El libro concluye con Quintaesencia o un océano de nubes germina en el horizonte. Un apartado en el que la negrura del principio parece volver a reinar, cerrándose el círculo. El primero de sus poemas, Turbulencias, rezuma humor negro y en él nos sentimos identificados desde una experiencia por la que seguramente hemos pasado: pensar en un posible accidente aéreo en los instantes en que una azafata indica las instrucciones a seguir durante un vuelo. La Nada describe con toda clase de detalles la posible situación acontecida tras la vida, el escenario postrero —o no escenario—: “A mi juicio, / la Nada es marmórea, / huele a niebla y, / por alguna extraña razón, / su mirada se me antoja / triste, / como agujero negro, / como prehistórica cueva / donde la luz / no es sino un eco / en infinito silencio”. Es la Nada aquello que también vamos dejando de ser y —como aclara en una interesante innovación estética a modo de tachadura— “todo aquello que no fuiste”. Sigue el autor dándonos ejemplo de lo inescrutable con este título en plural de un nuevo poema, donde contrapone el deseo de saber del individuo con lo que no llega a comprender o se le escapa dada su limitación mortal: “Pero querrías asir el viento, / abarcar su geometría, / su danza incandescente. // Aun entonces / no entenderías que el fuego / es más que un vasto páramo / de luciérnagas disecadas”. Continúa este discurso en el poema titulado con la sucesión matemática asociada al número phi 4 8 15 16 23 42, serie que nos lleva inevitablemente a la escogida por Hurley, el personaje de la mítica Lost. Los personajes de esta ficción también buscan desentrañar el enigma presente en la isla adonde han ido a parar: “el alma trata de descifrar / las proporciones áureas que orbitan, / como galaxias pretéritas, / el envés de una mirada”. Nuestra supervivencia finalmente prevalece sobre la angustia que puede suponer no comprender el sentido del mundo y de la vida: “Cualquiera vive, al final / y por si acaso, / la vida fuese real, / no sólo un sueño // (que también)”. Este final tan calderoniano nos conduce al siguiente y último poema, Insert Coin, en el que resurge el humor negro, dándole un aura sagrada a algo aparentemente prosaico: “Te dirán que la causa es el veneno; // sin embargo, yo me inclino a creer // que por diversos motivos / de índole espiritual / —acaso místicos— / las cucarachas gustan de morir mirando al cielo”.

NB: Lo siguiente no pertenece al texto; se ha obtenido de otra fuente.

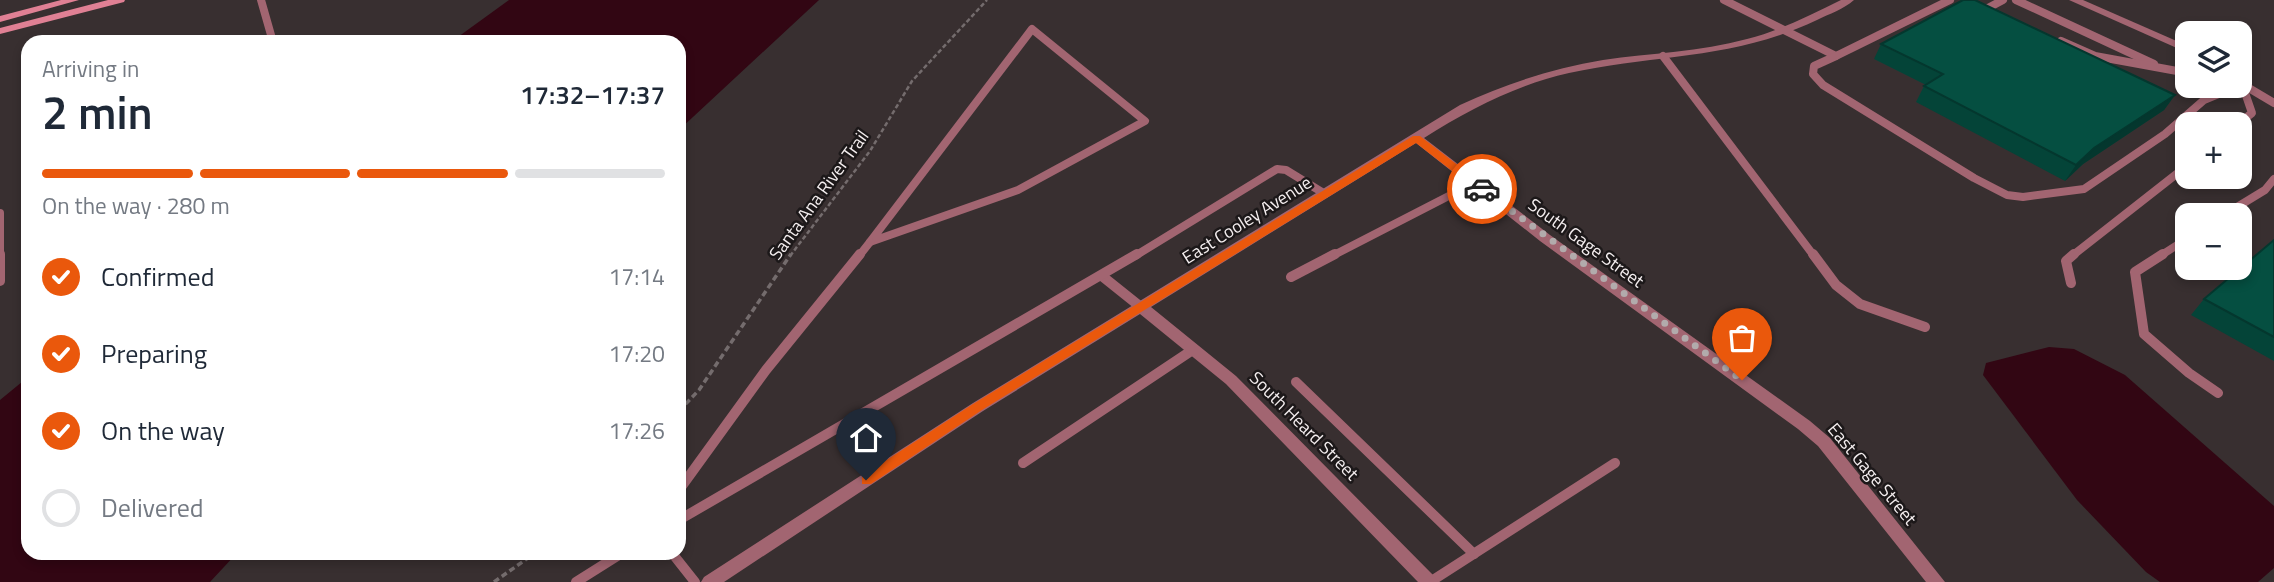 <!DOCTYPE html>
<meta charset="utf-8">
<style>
body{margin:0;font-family:"Titillium Web",sans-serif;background:#f2f2f3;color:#1f2937;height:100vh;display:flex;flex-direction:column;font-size:26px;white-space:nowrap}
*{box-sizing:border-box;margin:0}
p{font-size:23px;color:#747a83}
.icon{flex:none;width:38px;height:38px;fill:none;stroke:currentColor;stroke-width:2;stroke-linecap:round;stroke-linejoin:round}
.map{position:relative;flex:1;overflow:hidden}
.side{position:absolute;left:21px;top:35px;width:665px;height:525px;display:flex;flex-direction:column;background:#fff;border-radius:21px;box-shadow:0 4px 10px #0003}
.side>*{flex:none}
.buttons{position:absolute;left:2175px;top:21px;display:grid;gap:14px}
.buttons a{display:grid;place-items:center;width:77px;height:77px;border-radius:14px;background:#fff;box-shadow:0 4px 10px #0003;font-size:35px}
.pin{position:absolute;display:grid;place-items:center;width:60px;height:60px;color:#fff;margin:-72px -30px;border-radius:50% 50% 50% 0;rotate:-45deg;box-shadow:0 0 7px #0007}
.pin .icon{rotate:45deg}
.courier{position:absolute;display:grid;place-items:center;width:70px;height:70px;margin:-35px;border:5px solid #ea580c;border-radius:50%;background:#fff;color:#222;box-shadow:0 2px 9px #0007}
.head em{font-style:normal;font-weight:600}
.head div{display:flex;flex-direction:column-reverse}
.head{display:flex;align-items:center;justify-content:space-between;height:119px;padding:0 21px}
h1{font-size:46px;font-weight:600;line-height:52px}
.bar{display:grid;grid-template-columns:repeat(4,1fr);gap:10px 7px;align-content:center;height:84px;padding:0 21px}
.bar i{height:9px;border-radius:5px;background:#e0e1e3}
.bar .current{background:#ea580c}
.bar p{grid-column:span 4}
ol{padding:0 21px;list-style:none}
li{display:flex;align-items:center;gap:21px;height:77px}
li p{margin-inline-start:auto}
li .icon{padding:7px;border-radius:50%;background:#ea580c;color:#fff;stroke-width:4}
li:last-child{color:#747a83}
li i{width:38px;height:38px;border:4px solid #e0e1e3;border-radius:50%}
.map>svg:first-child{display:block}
</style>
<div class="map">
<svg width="2274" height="582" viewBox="0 0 2274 582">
<rect width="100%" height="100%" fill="#382f30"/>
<g fill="#320613">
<path d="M509 0H819L679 130V42H451Z"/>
<path d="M2049 347 2074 349 2125 375 2274 506V568L2258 582H2160L2146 572 2077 500 1983 375 1986 363Z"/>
<path d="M28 377V553H237L210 582H0V400Z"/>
</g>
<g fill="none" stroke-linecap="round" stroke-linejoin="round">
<path stroke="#746c6d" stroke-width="2.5" stroke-dasharray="4.5 2.5" stroke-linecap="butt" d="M790 256 870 151 912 81 987 0"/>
<g stroke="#746c6d" stroke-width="3.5" stroke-dasharray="6 3.5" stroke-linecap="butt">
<path d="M679 411 699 390 791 254"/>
<path d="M494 582 535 553"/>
</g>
<g stroke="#a26571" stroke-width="8">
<path d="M261 0 273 42"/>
<path d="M1724 0 1836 56 1950 0"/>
<path d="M2016 0 2154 64"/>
<path d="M1988 8 2003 0"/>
<path d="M1032 29 1145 121 1018 190 870 242Z"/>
<path d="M2061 41 2095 56 2188 73"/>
<path d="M1663 56 1814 256"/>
<path d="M1836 56 1814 66 1813 74 1823 85 1974 178 2007 195 2023 197 2084 189 2165 134 2204 100 2238 86"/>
<path d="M2242 84 2274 103"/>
<path d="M2238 124 2252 113 2242 84"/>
<path d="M0 213V256"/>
<path d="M2224 215 2265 190 2274 179"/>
<path d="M859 256 870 242"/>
<path d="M1135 256 1277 169 1286 170 1325 194"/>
<path d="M1332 256 1474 183"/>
<path d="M2072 256 2188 165"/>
<path d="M2160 256 2188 238"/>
</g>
<g stroke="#a26571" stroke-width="10">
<path d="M0 254V281"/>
<path d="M1813 254 1836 285 1860 304 1925 327"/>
<path d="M2163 254 2135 272 2144 334 2189 373 2218 393"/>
<path d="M1102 276 1142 308"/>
<path d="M1291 277 1335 254"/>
<path d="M2071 283 2066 261 2074 254"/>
<path d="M1296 382 1474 554"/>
<path d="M1023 463 1194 349"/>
<path d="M679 490 766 370 860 254"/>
<path d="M679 520 1137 254"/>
<path d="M672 553 695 582"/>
<path d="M576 582 622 553"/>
<path d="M1430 582 1615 463"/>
</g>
<g fill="#a26571" fill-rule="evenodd">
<path d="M1841 0H1854C1844 9 1829 14 1817 20 1733 60 1657 54 1569 73 1516 85 1470 109 1424 138L1550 235 1810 421 1830 438 1945 582H1926L1818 446 1798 429 1540 241 1416 143 1151 307 1236 376 1435 577 1438 582H1418L1226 384 1140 314 983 411 724 582H701L704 577 973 403 1460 105C1506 84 1553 68 1603 60 1651 53 1700 52 1747 39 1780 31 1810 15 1841 0Z"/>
<path d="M2069 0H2083L2188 46V53Z"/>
<path d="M2240 79 2246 82V86H2237H2240Z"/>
</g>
<g fill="#e08094" fill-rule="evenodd">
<path d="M61 0H79L0 22V16Z"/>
<path d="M108 0H125L124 2 0 34V28Z"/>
</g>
</g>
<g fill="#044438">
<path d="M1881 44 2175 95 2164 110 2083 164 2065 181 1916 102 1924 86 1926 85 1874 59Z"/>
<path d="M2274 240V361L2191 315 2204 299Z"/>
</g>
<path fill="#04372e" d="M2175 95 2164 110 2083 164 2065 181 2076 165 2094 148Z"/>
<g fill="#054f41" stroke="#04372e" stroke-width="2">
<path d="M1963 0H1975L2175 95 2094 148 2076 165 1924 86 1943 74 1881 44Z"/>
<path d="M2274 240V337L2204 299Z"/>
</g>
<path fill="#ea580c" d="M1413 136H1420L1485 186V191H1478L1416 143 982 410 871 484H862V476L973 404Z"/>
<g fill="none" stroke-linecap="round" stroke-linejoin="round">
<path stroke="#b2abac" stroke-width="7" stroke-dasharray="0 12.6" d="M1482 189 1742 380"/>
</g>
<g text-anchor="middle" stroke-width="5" stroke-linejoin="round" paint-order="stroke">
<g font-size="18" fill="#f4eeef" stroke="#1c1819">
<text transform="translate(819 195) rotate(-54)" y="6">Santa Ana River Trail</text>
<text transform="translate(1247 220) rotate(-32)" y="6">East Cooley Avenue</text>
<text transform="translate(1586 243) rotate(36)" y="6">South Gage Street</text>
<text transform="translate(1304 426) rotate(45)" y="6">South Heard Street</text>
<text transform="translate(1872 474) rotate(50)" y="6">East Gage Street</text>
</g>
</g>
</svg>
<div class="buttons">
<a><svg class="icon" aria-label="layers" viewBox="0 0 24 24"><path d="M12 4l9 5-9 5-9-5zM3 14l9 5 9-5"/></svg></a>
<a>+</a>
<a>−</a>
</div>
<div class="pin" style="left:1742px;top:380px;background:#ea580c"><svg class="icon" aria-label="bag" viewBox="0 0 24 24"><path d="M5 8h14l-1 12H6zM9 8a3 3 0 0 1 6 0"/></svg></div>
<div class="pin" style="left:866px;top:480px;background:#1f2937"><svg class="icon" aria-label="home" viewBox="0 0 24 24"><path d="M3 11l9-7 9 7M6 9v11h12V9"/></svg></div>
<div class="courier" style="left:1482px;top:189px"><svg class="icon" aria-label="car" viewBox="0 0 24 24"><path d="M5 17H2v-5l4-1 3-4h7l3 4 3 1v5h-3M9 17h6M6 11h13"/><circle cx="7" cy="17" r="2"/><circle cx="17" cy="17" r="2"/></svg></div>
<section class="side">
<div class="head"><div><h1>2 min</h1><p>Arriving in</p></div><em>17:32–17:37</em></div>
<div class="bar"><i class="current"></i><i class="current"></i><i class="current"></i><i></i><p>On the way · 280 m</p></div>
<ol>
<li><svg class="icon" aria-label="check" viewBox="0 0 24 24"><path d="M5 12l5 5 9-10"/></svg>Confirmed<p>17:14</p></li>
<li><svg class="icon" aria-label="check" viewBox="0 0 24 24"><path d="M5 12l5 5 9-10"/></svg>Preparing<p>17:20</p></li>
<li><svg class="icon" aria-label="check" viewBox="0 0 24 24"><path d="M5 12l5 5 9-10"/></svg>On the way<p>17:26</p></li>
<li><i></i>Delivered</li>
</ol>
</section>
</div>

Ingmar Bergman nos despide como lectores con una frase: “Sécate las lágrimas y mira al fin con serenidad”, que parece equilibrar un final tal vez desesperanzador. Una elección bien interesante ésta de incluir una cita al final —como al inicio se incluye la de Dámaso—, dando el poeta voz a un cineasta tan ligado nuevamente al existencialismo. Diríamos que el sueco habla por el poeta, para demostrarnos que, incluso, cuando todo pueda acabar, debe prevalecer el sentido común.